Factoría de Avilés. Courtesy Muséu del Pueblu d’Asturies
La elección de Avilés resulta especialmente significativa. La ciudad, profundamente ligada a la industria siderúrgica y al desarrollo portuario, se convierte aquí en un escenario desde el que pensar las tensiones entre industria y sostenibilidad, memoria obrera y transición ecológica, patrimonio industrial y futuros posibles. La ciudad, su memoria industrial y sus espacios públicos forman parte activa de la narrativa de la Bienal.
© Nico Rodríguez. Avilés
Un programa público expandido por el territorio
Entre las actividades más destacadas se encuentran las Derivas de la Cartografía Crítica, recorridos concebidos junto a vecinos, investigadores y agentes locales que exploran la memoria industrial, los ecosistemas y las transformaciones urbanas de Avilés. Itinerarios como Gigantes de acero, centrado en el patrimonio de Ensidesa, Navegando por el estuario de Avilés o Llaranes, el barrio que levantó una industria convertirán la ciudad y la ría en un museo vivo atravesado por historias obreras y procesos de transición.
The Labour that Remains. Massimiliano Mollona & Oliver Ressler. 2026
La programación incluye también propuestas como El banquete de las doncellas, de Agnes Essonti, una acción comunitaria que revisita la figura histórica de Mauregato. También destaca Florecimiento, de Amanda Piña, una instalación performativa centrada en el agua, las diásporas y los saberes indígenas. Otra de las propuestas será Nube Móvil, del dúo Rotor Studio, una instalación híbrida entre estación meteorológica, arquitectura móvil y dispositivo itinerante que recorrerá las calles de Avilés recogiendo datos atmosféricos transformados posteriormente en experiencias visuales y colectivas. En el ámbito de la participación ciudadana destacan iniciativas como los Laboratorios Eco-ficciones de Andrea Molina, el Laboratorio cívico Avilés o el taller Diseño de futuros impulsado por Oxfam Intermón.
Banquete de boda en el Hotel Colón. Avilés, 1955 © Gonzalo Vega Fernández
La Bienal prestará también atención a las relaciones entre patrimonio, ruralidad y memoria popular asturiana mediante actividades vinculadas a arquitectura tradicional, oralidad, saberes rurales y baile popular. Propuestas como Mazcaraes: El Xaréu de La Vieya o Nueche en Danza ampliarán la Bienal más allá del espacio expositivo y activarán nuevas formas de relación entre territorio, memoria y comunidad.

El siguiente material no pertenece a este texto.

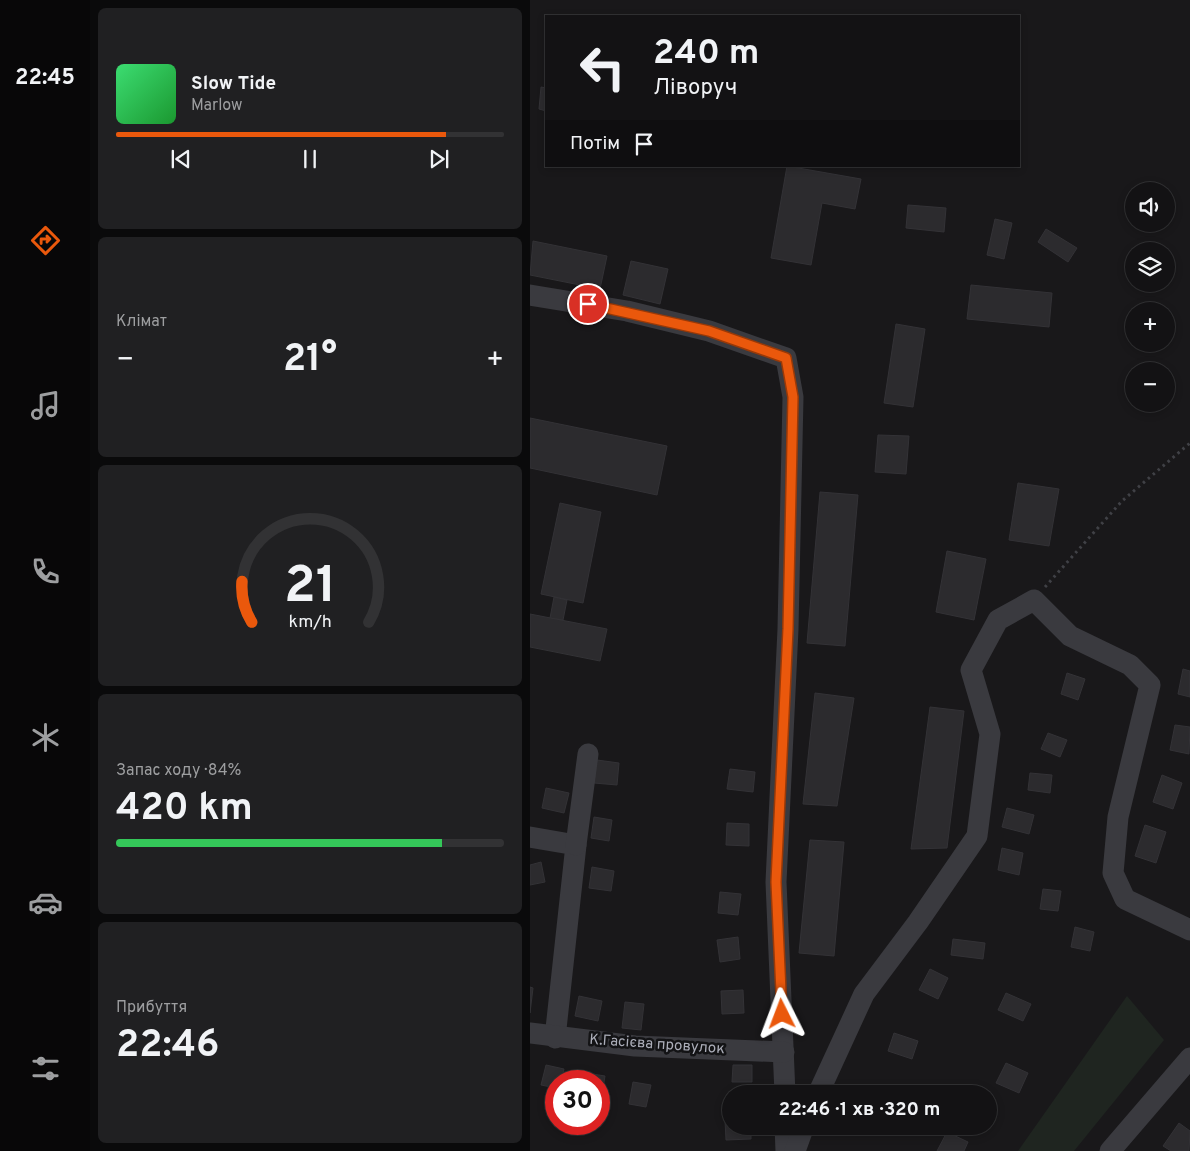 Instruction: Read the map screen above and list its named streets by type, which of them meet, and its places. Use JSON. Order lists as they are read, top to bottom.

Valliniello, Avilés. 1989. Foto: © Ana Muller. Cortesía Muséu del Pueblu d’Asturies
Hacia una Bienal climática expandida
La Bienal Climática plantea un modelo cultural donde arte contemporáneo, investigación, participación ciudadana y transformación territorial aparecen profundamente conectados. A lo largo de cien días, Avilés se transformará en un ecosistema cultural abierto donde memoria industrial, ecología, ciencia, cultura popular y creación contemporánea convivirán para imaginar nuevas formas de pensar el presente y los futuros posibles. El proyecto amplía además su alcance mediante colaboraciones con instituciones y agentes culturales que se suman a este marco de reflexión ecosocial. Entre ellas destacan exposiciones como ¡Aquí hay petróleo! en el CMAE (Centro Municipal de Arte y Exposiciones), impulsada por la Fundación Biodiversidad del MITECO y el Círculo de Bellas Artes, así como distintas propuestas desarrolladas junto al Centro Niemeyer, que participa con muestras de Joan Fontcuberta y Edward Burtynsky, además de la colectiva Naturalezas Vivas, integrada por más de sesenta artistas y centrada en las relaciones entre paisaje, biodiversidad y crisis ambiental.
© Nico Rodríguez. Territorio
Impulsada por el Ministerio para la Transición Ecológica y el Reto Demográfico, el Ministerio de Cultura, el Ministerio de Vivienda y Agenda Urbana, el Principado de Asturias, el Ayuntamiento de Avilés y la Fundación Atelier itd, la Bienal cuenta además con el apoyo de la Fundación Daniel y Nina Carasso y del Community Arts Lab by Porticus.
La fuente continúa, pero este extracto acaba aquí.